UFC President Dana White has even joined in the commotion. Back in 2013, White was asked if McGregor had a lot of hype surrounding him and Dana responded “You've got that right, other than Brock Lesnar.” As mentioned in that MMA Mania report by Jesse Holland, there was a lot of anticipation surrounding Conor even before he entered the Octagon and he's performed up to par to this point.
An upset win for Diego will not boost his career as much as it would diminish that of McGregor's and the perception of who the UFC decides to promote. Mixed martial arts is still teetering between being described as a form of sport or entertainment. McGregor is an athlete but his star power has been developing purely by the entertainment side of the industry. A failure at Saturday's event would be akin to an actor flopping in a bad movie and a highly touted prospect blowing a big game all at the same time.

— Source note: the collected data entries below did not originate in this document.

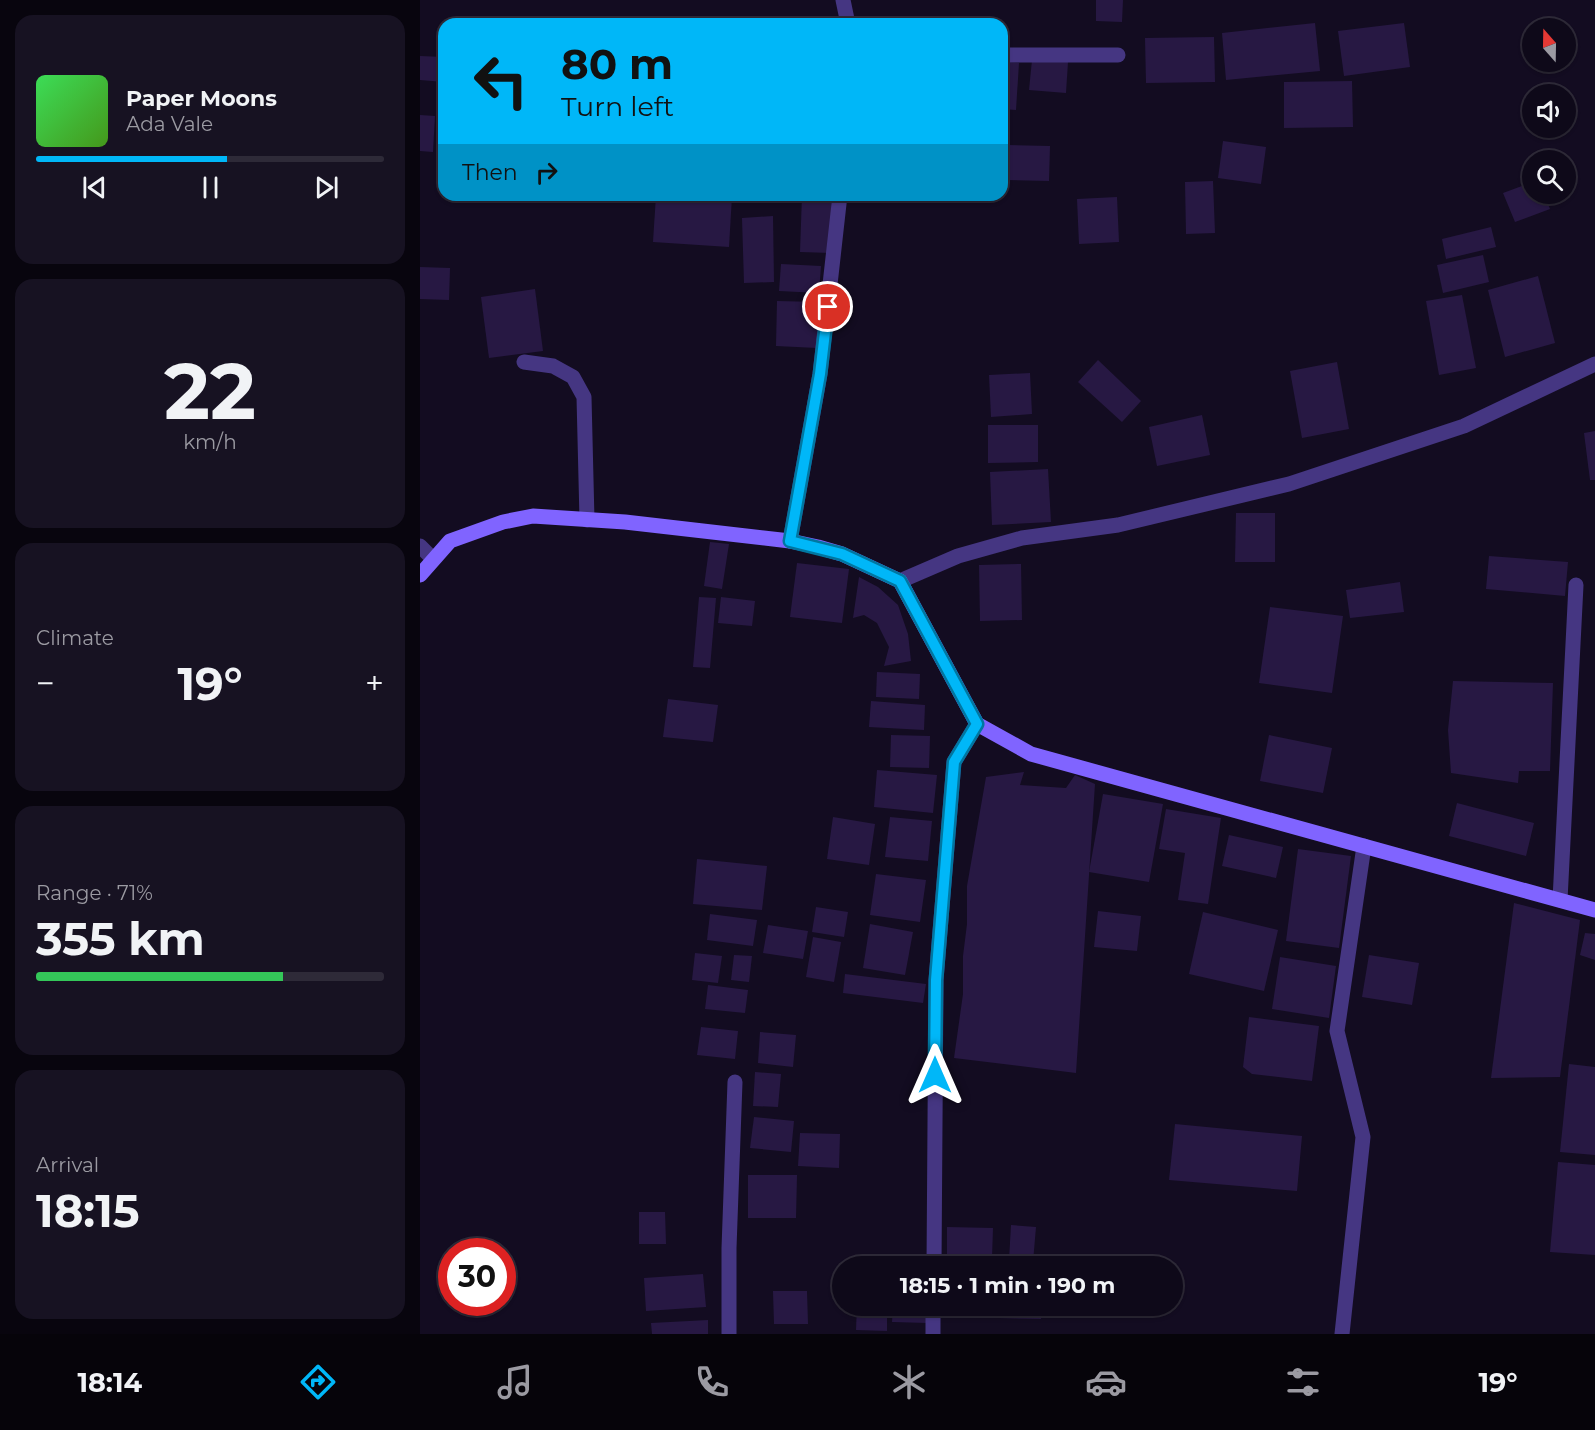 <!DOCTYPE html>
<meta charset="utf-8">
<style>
:root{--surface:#0e0919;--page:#171222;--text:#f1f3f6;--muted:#9b9aa2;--line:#2e2a38;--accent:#00b7f8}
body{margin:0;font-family:Montserrat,sans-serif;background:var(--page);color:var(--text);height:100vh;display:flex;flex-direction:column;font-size:22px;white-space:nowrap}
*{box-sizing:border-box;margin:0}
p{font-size:20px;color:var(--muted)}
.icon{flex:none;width:33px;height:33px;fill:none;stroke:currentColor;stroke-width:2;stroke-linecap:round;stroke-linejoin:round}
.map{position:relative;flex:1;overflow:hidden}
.side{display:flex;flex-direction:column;gap:15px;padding:15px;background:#08050e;width:420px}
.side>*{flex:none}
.top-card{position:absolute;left:18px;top:18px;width:570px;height:183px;border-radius:18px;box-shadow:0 2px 4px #0004,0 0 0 2px var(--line);background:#00b7f8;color:#111;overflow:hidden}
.needle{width:39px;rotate:340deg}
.fabs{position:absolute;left:1102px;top:18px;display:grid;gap:12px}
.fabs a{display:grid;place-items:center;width:54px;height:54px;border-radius:50%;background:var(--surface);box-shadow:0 2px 4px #0004,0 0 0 2px var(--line);font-size:30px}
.speed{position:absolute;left:18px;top:1238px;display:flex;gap:12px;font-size:30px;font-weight:700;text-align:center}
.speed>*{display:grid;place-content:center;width:78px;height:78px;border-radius:50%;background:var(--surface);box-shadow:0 2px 4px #0004,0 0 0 2px var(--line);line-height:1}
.speed .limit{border:9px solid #d22;background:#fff;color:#111}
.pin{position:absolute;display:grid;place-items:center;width:51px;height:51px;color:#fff;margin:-26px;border:3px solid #fff;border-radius:50%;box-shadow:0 2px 6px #0007}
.me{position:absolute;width:66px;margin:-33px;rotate:0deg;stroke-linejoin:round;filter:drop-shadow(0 0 4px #0008)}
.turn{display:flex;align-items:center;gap:21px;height:126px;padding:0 24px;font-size:27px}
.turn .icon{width:78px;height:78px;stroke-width:2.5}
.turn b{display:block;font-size:42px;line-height:51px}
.then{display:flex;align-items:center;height:57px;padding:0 24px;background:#0003;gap:12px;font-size:22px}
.big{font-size:45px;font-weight:700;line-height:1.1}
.side .card{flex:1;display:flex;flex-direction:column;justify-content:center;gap:9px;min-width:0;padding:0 21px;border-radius:18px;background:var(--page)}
.side .dial{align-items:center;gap:0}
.dial b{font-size:78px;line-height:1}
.song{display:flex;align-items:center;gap:18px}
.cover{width:72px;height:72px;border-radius:9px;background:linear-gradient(135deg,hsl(130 70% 55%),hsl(100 70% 35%))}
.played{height:6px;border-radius:3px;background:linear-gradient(90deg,var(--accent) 55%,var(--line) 55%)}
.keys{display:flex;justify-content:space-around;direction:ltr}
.heat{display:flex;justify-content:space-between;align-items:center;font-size:33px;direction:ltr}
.charge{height:9px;border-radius:4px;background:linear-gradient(90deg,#34c759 71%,var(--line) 0)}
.trip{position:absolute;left:412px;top:1256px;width:351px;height:60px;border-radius:30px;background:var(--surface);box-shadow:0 2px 4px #0004,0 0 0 2px var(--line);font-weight:700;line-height:60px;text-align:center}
.dock{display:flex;height:96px;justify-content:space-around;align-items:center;background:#06040a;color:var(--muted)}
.dock .icon{width:42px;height:42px}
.dock .current{color:var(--accent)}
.dock b{font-size:27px;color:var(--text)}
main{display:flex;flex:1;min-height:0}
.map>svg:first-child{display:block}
.building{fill:#271843}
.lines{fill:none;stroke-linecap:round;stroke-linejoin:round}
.street{stroke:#453682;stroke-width:15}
.secondary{stroke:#8064ff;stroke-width:15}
.route-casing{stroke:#0077a1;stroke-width:15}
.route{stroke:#00b7f8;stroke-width:10}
</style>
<main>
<section class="side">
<div class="card">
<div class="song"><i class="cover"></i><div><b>Paper Moons</b><p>Ada Vale</p></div></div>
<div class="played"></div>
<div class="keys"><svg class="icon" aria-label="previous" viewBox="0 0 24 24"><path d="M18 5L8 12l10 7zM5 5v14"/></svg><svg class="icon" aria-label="pause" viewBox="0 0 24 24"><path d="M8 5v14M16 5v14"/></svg><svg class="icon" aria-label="next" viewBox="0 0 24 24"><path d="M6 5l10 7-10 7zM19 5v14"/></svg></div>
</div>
<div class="card dial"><b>22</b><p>km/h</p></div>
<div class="card"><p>Climate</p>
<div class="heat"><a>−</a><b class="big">19°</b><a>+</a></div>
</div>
<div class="card"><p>Range · 71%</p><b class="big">355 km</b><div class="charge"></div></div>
<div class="card"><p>Arrival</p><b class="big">18:15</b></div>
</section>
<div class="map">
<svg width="1175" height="1334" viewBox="0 0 1175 1334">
<rect width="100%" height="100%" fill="#130c21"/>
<!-- building -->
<g class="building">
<polygon points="676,0 703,0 702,22 676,21"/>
<polygon points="895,23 900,71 806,80 802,33"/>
<polygon points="984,23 990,67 924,76 918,31"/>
<polygon points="794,37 795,82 726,83 725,38"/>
<polygon points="0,56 24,57 24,82 0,80"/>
<polygon points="612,60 648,62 646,93 609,90"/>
<polygon points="582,62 599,63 596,110 582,109"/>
<polygon points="932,81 933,127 864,128 864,82"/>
<polygon points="0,115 15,116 13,152 0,151"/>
<polygon points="803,141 846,147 841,184 798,178"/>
<polygon points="588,145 630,146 629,181 587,180"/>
<polygon points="793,181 795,233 766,234 765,182"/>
<polygon points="1113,182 1113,194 1124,194 1130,209 1095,222 1083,193"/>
<polygon points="236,195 312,196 309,247 233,242"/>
<polygon points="382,195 412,195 411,253 380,252"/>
<polygon points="697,197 699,242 659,244 657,199"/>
<polygon points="353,216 354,282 324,283 322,218"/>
<polygon points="1071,227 1076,247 1026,259 1022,239"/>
<polygon points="1063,255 1069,282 1023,293 1017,265"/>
<polygon points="361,264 401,266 399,293 359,291"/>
<polygon points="0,267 30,268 29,300 0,299"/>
<polygon points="1118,276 1135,343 1085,357 1068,290"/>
<polygon points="115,289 123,351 69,358 61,297"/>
<polygon points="1042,295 1056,368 1019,375 1006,301"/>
<polygon points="357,301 398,302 397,348 356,346"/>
<polygon points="678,360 721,401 702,422 658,382"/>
<polygon points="917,362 929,429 882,438 870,371"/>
<polygon points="610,373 612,414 571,417 569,375"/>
<polygon points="782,415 790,455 737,466 729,427"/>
<polygon points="568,425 618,425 618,462 568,463"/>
<polygon points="1175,431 1175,480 1170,480 1164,433"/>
<polygon points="628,469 631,522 572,525 570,472"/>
<polygon points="816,513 855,513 855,562 815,562"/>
<polygon points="290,542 309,544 302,589 284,586"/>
<polygon points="1069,556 1148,562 1145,596 1066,589"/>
<polygon points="377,563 429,569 422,623 370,617"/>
<polygon points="601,564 602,620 560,621 559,565"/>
<polygon points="439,577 458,587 478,605 488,634 491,661 464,666 469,647 457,623 444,615 433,618"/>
<polygon points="980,582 984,612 930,618 926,590"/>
<polygon points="279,597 296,598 290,668 273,667"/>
<polygon points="301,597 335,601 332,626 298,623"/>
<polygon points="850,607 923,616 912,693 839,683"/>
<polygon points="457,672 500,674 499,699 456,697"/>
<polygon points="1033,681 1133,683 1130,771 1099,771 1098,783 1031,773 1028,730"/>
<polygon points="248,699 298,705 293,742 243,737"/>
<polygon points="451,701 505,705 504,730 449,727"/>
<polygon points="471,735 510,736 509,768 470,767"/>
<polygon points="849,735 912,748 903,793 840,781"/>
<polygon points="457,770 517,775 513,813 454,807"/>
<polygon points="604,772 600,785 646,788 655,775 675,784 656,1073 534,1058 543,994 543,956 547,924 547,886 566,777"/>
<polygon points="683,794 743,804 729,882 669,872"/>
<polygon points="1037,803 1114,823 1106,856 1029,836"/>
<polygon points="746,809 801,818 788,904 758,900 765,853 739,849"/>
<polygon points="413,817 455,824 449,865 407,859"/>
<polygon points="470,817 512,821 508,861 465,857"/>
<polygon points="809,835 863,847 856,878 802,866"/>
<polygon points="878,849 931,856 919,948 866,941"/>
<polygon points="277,859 347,866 342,910 273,904"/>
<polygon points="456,874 506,880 500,922 450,915"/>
<polygon points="1094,903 1160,920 1140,1077 1071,1078"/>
<polygon points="396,907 428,912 424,937 392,932"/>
<polygon points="678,911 721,916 717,951 674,947"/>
<polygon points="783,912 858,930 844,991 769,974"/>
<polygon points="290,914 337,920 333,946 287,940"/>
<polygon points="450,924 493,932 485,975 443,968"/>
<polygon points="348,925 388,931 383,959 343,953"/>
<polygon points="1165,933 1175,934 1175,960 1160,955"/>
<polygon points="393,937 421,942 414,982 386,977"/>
<polygon points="275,953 302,956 298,983 272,980"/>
<polygon points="314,955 332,956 329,982 311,980"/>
<polygon points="949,955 999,963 992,1005 942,997"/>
<polygon points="860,957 916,966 909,1018 852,1009"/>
<polygon points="425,974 506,984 503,1003 423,993"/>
<polygon points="288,985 328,990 325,1013 285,1009"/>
<polygon points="829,1017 899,1026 892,1081 832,1074 823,1067"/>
<polygon points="281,1027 318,1031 315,1059 277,1055"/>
<polygon points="340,1032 376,1035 373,1067 338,1063"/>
<polygon points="1149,1064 1175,1067 1175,1155 1140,1152"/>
<polygon points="335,1072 361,1074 358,1107 333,1106"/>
<polygon points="334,1117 374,1121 371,1152 330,1148"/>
<polygon points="755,1124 882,1136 877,1191 749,1180"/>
<polygon points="380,1133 420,1134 419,1168 378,1166"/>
<polygon points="1138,1162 1175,1165 1175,1255 1130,1252"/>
<polygon points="328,1175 377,1175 376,1218 328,1218"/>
<polygon points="219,1212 245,1212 246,1244 219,1244"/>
<polygon points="591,1225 616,1227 613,1262 589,1260"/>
<polygon points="527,1227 573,1228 572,1258 527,1258"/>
<polygon points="283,1274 286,1307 226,1311 224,1278"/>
<polygon points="353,1291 387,1291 388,1324 354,1324"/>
<polygon points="437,1305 467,1305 467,1331 436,1330"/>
<polygon points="473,1305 508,1305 507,1323 472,1322"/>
<polygon points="578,1305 622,1305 621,1319 578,1318"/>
<rect x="641" y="1305" width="51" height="11"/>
<polygon points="288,1320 288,1334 232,1334 231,1323"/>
</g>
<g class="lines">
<!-- street -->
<g class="street">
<polyline points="423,0 428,24"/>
<polyline points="582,55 698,55"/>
<polyline points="104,362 133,366 153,377 164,397 167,520"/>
<polyline points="370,541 400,374 420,195"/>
<polyline points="0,546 13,559"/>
<polyline points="480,581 538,556 602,538 698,525 869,484 1044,426 1175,364"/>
<polyline points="1140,900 1156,585"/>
<polyline points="514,1266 516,980 534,762 557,724"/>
<polyline points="309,1334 309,1248 315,1082"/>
<polyline points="513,1334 513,1305"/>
<polyline points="922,1334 943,1137 917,1031 944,846"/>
</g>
<!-- secondary -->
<polyline class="secondary" points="0,575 30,541 83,522 113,516 205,522 370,541 398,547 422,554 480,581 557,724 611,754 1175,910"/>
</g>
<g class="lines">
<!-- route casing -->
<g class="route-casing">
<polyline id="route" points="408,307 400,374 370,541 422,554 480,581 557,724 534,762 516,980 515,1075"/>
</g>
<!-- route -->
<use href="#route" class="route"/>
</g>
</svg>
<div class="fabs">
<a><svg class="needle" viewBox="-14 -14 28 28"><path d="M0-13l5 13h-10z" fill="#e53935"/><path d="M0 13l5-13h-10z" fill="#9b9aa2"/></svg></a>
<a><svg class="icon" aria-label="sound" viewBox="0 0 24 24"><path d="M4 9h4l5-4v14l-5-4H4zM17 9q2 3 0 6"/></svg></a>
<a><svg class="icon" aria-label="search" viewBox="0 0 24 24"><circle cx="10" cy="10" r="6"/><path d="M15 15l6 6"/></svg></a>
</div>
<div class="speed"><div class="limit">30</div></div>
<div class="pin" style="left:408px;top:307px;background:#d93025"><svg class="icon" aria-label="arrive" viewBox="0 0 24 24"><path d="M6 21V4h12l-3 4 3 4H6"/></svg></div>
<svg class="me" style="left:515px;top:1075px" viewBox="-20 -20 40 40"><path d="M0-17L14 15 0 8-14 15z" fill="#00b7f8" stroke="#fff" stroke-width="4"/></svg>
<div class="trip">18:15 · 1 min · 190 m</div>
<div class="top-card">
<div class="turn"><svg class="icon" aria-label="left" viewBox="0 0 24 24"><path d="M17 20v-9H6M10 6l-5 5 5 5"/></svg><div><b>80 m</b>Turn left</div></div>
<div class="then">Then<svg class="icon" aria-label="right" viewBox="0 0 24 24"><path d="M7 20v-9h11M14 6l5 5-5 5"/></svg></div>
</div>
</div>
</main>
<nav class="dock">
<b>18:14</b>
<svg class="icon current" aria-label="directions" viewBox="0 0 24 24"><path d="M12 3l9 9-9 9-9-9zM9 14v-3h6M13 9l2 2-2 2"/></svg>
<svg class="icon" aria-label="music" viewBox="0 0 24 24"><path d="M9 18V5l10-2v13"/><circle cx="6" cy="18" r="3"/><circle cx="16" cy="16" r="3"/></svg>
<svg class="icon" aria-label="phone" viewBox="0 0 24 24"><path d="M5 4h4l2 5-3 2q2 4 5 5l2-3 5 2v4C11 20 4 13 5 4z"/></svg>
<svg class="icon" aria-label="climate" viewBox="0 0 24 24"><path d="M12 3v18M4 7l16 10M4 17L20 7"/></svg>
<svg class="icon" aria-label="car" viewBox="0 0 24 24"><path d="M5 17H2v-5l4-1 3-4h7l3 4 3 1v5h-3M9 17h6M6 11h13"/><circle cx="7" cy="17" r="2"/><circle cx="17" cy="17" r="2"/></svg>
<svg class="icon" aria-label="filters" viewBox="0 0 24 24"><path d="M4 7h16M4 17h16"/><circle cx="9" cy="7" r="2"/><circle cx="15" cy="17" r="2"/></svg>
<b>19°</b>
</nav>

The UFC is struggling to build personalities that fans care about. Conor has done most of the work for them and now has an entire country in his back pocket. His main event spot at UFC Fight Night: Dublin is a testament to the current state of mixed martial arts. The UFC will never admit it, but they have a rooting interest in this fight. As they should because Conor McGregor has the potential to blow the doors off of this sport.